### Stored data
((
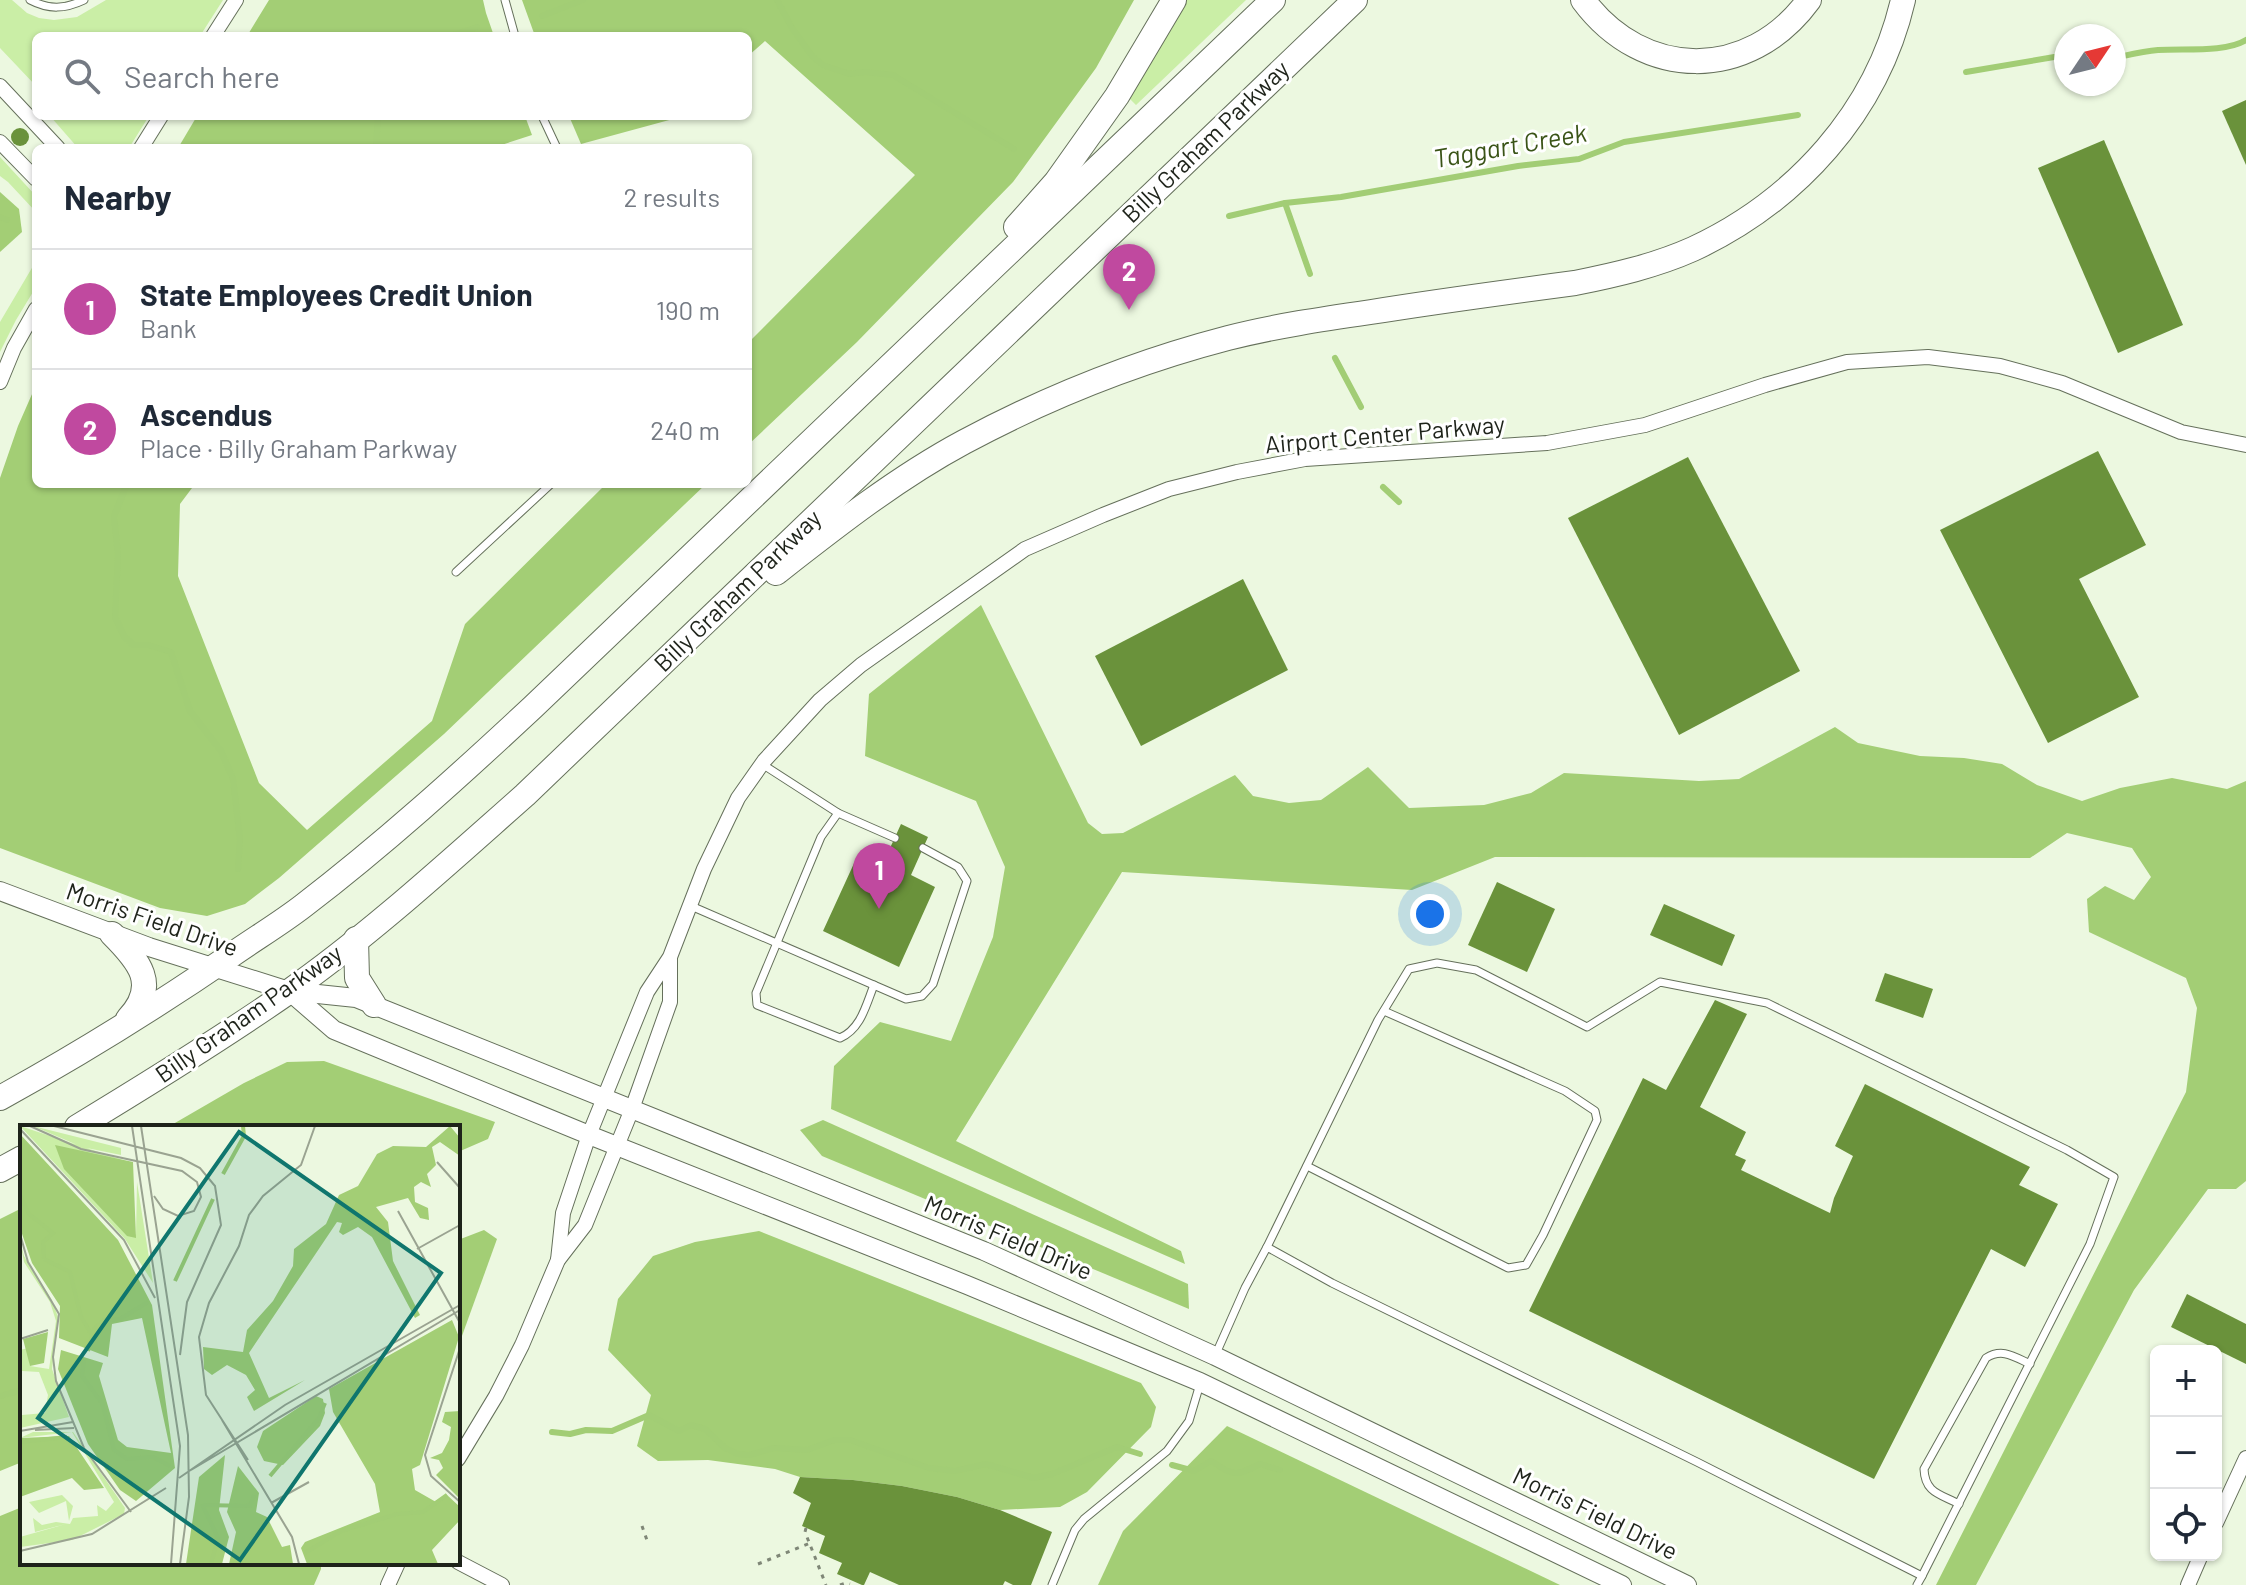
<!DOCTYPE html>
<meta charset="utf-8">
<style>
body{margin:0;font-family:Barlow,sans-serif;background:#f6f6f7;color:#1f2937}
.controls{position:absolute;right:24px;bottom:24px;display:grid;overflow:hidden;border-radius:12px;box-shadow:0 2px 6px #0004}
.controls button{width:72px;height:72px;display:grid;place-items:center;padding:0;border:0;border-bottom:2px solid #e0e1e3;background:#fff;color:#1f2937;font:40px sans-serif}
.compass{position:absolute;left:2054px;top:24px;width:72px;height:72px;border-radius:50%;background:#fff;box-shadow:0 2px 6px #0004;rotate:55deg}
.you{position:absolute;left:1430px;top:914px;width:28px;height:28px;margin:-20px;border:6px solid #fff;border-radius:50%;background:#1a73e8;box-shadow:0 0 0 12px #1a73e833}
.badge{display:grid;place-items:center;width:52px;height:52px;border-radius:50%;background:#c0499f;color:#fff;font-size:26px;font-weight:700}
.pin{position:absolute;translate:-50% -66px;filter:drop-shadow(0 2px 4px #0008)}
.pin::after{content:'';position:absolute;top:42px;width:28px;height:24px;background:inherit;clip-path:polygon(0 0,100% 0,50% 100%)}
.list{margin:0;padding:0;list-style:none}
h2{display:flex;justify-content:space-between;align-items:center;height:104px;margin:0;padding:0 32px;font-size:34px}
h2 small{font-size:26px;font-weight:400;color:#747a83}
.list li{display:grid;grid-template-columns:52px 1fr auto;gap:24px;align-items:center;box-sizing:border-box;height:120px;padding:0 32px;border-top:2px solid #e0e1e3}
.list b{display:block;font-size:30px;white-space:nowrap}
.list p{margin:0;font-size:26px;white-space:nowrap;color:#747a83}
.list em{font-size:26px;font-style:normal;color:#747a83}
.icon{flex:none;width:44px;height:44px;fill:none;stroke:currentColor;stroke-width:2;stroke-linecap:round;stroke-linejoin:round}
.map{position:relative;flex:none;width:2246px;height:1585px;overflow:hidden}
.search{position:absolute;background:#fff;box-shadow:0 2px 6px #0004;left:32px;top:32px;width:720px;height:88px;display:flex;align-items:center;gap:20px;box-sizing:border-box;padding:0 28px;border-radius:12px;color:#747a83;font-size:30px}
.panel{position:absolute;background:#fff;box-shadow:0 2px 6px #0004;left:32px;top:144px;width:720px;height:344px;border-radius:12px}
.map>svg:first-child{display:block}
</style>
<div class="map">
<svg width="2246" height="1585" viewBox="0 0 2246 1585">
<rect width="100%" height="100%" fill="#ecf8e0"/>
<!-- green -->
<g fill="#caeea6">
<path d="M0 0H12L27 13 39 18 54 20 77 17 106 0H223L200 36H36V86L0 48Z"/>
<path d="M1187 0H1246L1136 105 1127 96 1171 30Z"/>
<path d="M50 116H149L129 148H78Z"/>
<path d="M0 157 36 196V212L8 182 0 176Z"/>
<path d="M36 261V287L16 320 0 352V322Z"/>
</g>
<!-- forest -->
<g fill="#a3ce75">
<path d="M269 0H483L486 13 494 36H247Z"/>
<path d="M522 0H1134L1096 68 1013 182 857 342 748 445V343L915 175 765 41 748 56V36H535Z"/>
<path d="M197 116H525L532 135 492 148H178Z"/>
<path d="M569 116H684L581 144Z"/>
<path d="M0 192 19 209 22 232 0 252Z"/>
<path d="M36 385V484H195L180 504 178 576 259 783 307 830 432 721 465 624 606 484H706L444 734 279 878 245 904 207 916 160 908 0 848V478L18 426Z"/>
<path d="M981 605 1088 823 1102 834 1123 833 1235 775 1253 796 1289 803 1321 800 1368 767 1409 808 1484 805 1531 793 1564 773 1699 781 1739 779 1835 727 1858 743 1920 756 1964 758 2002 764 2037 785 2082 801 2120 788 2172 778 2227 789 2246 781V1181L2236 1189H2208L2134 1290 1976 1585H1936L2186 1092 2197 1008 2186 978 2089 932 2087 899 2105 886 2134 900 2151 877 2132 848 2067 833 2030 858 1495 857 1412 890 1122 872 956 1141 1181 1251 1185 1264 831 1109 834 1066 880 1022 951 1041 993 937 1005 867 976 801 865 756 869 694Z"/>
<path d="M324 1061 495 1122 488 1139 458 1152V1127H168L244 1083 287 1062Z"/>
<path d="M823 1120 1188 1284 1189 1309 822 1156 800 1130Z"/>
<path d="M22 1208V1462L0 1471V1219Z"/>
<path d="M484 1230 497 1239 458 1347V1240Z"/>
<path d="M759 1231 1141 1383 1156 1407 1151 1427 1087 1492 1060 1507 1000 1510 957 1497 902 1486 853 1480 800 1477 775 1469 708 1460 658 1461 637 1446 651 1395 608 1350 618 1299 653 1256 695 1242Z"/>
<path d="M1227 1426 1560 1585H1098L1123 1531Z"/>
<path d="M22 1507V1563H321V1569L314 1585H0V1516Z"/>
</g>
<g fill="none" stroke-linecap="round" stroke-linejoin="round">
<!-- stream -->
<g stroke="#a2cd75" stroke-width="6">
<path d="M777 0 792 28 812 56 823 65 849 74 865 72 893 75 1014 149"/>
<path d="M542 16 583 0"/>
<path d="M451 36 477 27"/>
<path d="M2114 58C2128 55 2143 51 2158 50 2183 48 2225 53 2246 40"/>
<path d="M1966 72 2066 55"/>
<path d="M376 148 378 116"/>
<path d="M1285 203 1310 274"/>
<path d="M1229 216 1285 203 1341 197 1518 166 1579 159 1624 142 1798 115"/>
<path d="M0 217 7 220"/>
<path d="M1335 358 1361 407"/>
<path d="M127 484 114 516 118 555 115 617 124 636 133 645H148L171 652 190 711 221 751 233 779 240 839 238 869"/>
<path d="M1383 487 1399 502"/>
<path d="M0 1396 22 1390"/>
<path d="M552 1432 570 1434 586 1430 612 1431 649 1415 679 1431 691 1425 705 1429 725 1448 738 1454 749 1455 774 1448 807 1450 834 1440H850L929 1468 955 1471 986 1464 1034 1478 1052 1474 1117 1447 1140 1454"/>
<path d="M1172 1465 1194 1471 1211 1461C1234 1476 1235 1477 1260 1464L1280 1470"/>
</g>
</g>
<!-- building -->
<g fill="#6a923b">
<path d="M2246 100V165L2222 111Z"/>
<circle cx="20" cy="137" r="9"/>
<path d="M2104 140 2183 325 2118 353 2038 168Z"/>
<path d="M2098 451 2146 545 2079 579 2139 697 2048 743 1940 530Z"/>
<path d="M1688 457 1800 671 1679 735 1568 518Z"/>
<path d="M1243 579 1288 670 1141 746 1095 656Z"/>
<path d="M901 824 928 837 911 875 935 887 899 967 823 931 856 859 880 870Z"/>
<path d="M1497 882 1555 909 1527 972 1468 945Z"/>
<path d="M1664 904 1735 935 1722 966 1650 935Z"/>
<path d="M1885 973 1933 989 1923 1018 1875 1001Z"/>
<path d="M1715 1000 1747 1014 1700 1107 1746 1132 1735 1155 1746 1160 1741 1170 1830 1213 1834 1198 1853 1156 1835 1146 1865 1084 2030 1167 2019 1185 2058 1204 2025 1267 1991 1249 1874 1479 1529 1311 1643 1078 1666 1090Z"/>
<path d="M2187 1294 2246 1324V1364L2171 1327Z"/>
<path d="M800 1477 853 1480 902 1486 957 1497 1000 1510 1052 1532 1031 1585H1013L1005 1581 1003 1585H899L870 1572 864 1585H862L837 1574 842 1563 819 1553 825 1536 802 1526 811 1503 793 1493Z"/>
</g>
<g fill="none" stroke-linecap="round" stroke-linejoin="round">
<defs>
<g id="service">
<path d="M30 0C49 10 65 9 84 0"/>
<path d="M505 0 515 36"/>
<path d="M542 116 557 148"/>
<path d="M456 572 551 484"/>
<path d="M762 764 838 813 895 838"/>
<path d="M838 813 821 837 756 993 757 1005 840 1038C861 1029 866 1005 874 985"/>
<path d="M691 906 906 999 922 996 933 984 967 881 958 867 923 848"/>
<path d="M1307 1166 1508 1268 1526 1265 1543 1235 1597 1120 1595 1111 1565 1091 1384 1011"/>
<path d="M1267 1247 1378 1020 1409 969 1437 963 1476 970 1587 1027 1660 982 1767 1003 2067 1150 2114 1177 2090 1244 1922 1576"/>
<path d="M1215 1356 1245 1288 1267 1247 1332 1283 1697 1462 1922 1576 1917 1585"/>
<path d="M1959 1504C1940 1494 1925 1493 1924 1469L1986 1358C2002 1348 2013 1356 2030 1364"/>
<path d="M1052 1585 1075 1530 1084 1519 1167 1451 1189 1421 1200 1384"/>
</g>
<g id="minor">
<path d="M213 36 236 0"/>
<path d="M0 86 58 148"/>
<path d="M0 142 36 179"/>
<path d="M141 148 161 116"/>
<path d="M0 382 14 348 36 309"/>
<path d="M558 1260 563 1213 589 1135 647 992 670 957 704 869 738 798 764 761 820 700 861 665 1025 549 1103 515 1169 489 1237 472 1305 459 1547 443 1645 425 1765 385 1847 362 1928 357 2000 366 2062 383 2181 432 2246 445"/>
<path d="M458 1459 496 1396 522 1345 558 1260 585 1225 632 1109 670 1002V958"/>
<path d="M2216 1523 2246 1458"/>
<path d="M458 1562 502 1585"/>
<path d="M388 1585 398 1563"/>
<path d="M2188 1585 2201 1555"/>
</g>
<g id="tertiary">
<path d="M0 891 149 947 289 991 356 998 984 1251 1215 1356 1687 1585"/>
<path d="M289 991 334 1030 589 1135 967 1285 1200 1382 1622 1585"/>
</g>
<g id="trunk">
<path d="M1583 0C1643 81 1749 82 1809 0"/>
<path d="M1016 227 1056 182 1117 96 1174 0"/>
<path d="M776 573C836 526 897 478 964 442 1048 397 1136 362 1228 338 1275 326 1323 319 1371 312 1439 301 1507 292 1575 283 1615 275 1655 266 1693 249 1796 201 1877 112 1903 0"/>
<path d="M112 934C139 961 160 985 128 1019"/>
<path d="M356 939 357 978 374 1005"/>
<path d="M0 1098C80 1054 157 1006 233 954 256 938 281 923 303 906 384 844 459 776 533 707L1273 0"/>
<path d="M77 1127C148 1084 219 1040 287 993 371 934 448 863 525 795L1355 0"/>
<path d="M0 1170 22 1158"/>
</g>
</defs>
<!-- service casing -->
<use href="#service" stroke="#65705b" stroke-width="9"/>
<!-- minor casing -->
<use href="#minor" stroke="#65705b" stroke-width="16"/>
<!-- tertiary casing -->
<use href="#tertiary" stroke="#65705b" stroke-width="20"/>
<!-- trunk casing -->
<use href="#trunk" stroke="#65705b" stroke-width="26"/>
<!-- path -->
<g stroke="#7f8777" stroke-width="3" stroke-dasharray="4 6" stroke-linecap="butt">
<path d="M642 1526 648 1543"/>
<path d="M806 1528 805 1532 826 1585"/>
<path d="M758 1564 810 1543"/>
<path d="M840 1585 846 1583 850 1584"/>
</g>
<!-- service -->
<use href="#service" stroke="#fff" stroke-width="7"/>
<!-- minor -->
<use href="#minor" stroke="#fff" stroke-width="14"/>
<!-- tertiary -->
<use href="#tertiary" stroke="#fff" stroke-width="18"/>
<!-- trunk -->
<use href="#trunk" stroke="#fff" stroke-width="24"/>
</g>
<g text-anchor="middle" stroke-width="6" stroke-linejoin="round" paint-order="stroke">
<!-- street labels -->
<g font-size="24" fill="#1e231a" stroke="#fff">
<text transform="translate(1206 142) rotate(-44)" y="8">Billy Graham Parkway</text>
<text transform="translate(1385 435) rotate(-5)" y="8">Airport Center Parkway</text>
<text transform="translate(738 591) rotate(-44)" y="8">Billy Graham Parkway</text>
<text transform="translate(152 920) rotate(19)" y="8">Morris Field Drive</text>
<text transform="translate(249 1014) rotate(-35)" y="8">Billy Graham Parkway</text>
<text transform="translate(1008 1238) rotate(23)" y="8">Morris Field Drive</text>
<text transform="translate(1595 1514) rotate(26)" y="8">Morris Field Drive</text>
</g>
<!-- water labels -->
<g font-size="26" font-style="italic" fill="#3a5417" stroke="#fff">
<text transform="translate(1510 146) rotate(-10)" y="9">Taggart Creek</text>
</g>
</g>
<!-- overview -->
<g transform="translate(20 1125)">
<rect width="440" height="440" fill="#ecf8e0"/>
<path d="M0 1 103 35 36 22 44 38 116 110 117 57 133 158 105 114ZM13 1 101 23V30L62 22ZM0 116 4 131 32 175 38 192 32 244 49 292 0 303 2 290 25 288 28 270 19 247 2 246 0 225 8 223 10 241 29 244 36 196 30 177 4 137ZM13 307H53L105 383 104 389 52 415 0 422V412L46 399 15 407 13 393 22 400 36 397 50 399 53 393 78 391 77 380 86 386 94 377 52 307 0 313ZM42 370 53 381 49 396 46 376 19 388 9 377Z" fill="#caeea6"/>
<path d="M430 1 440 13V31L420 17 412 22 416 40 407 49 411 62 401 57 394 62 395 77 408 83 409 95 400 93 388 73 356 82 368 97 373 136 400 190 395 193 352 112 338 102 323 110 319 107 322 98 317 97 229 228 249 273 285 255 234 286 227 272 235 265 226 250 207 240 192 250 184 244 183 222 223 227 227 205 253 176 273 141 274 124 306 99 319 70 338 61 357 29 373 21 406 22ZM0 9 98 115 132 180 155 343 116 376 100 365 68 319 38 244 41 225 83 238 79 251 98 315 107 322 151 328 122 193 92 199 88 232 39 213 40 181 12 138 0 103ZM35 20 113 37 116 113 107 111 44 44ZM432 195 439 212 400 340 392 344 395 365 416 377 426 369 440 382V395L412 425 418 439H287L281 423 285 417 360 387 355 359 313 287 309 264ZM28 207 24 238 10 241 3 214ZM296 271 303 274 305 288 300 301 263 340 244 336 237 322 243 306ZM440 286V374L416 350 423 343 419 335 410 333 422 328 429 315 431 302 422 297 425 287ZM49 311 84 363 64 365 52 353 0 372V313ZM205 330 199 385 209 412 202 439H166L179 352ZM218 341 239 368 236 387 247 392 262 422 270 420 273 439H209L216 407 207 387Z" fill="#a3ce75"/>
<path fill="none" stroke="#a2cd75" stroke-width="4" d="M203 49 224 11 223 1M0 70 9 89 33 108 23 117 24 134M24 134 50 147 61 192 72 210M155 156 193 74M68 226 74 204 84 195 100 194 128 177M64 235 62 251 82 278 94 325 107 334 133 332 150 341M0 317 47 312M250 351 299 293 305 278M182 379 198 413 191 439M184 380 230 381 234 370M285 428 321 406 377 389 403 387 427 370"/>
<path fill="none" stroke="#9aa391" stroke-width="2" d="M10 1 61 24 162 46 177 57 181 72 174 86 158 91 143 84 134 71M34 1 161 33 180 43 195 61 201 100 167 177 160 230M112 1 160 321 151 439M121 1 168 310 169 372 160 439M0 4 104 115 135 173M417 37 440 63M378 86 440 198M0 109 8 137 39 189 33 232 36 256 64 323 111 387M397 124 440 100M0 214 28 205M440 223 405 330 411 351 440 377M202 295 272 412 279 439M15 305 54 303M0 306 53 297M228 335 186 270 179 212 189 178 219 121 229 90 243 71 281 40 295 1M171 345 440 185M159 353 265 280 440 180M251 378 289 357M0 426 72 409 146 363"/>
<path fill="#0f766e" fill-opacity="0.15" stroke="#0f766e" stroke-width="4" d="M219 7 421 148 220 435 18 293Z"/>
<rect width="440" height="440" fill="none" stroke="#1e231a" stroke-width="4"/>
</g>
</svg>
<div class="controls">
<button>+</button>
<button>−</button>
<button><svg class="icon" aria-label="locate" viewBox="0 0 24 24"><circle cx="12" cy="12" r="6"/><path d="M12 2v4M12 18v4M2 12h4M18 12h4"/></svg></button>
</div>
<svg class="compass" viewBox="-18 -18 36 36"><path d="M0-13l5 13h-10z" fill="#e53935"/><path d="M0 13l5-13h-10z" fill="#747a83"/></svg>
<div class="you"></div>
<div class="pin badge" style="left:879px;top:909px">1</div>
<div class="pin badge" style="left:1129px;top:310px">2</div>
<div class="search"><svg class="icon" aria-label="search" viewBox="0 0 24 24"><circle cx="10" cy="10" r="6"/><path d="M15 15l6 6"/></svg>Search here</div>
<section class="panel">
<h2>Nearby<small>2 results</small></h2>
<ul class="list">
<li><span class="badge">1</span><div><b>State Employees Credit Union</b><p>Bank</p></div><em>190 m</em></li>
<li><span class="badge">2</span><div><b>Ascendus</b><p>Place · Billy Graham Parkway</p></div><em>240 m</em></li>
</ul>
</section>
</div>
))
### WORK REQUIRED
Within the entries, find all lines holding "white" and copy each one.

### TASK OUTPUT
.list b{display:block;font-size:30px;white-space:nowrap}
.list p{margin:0;font-size:26px;white-space:nowrap;color:#747a83}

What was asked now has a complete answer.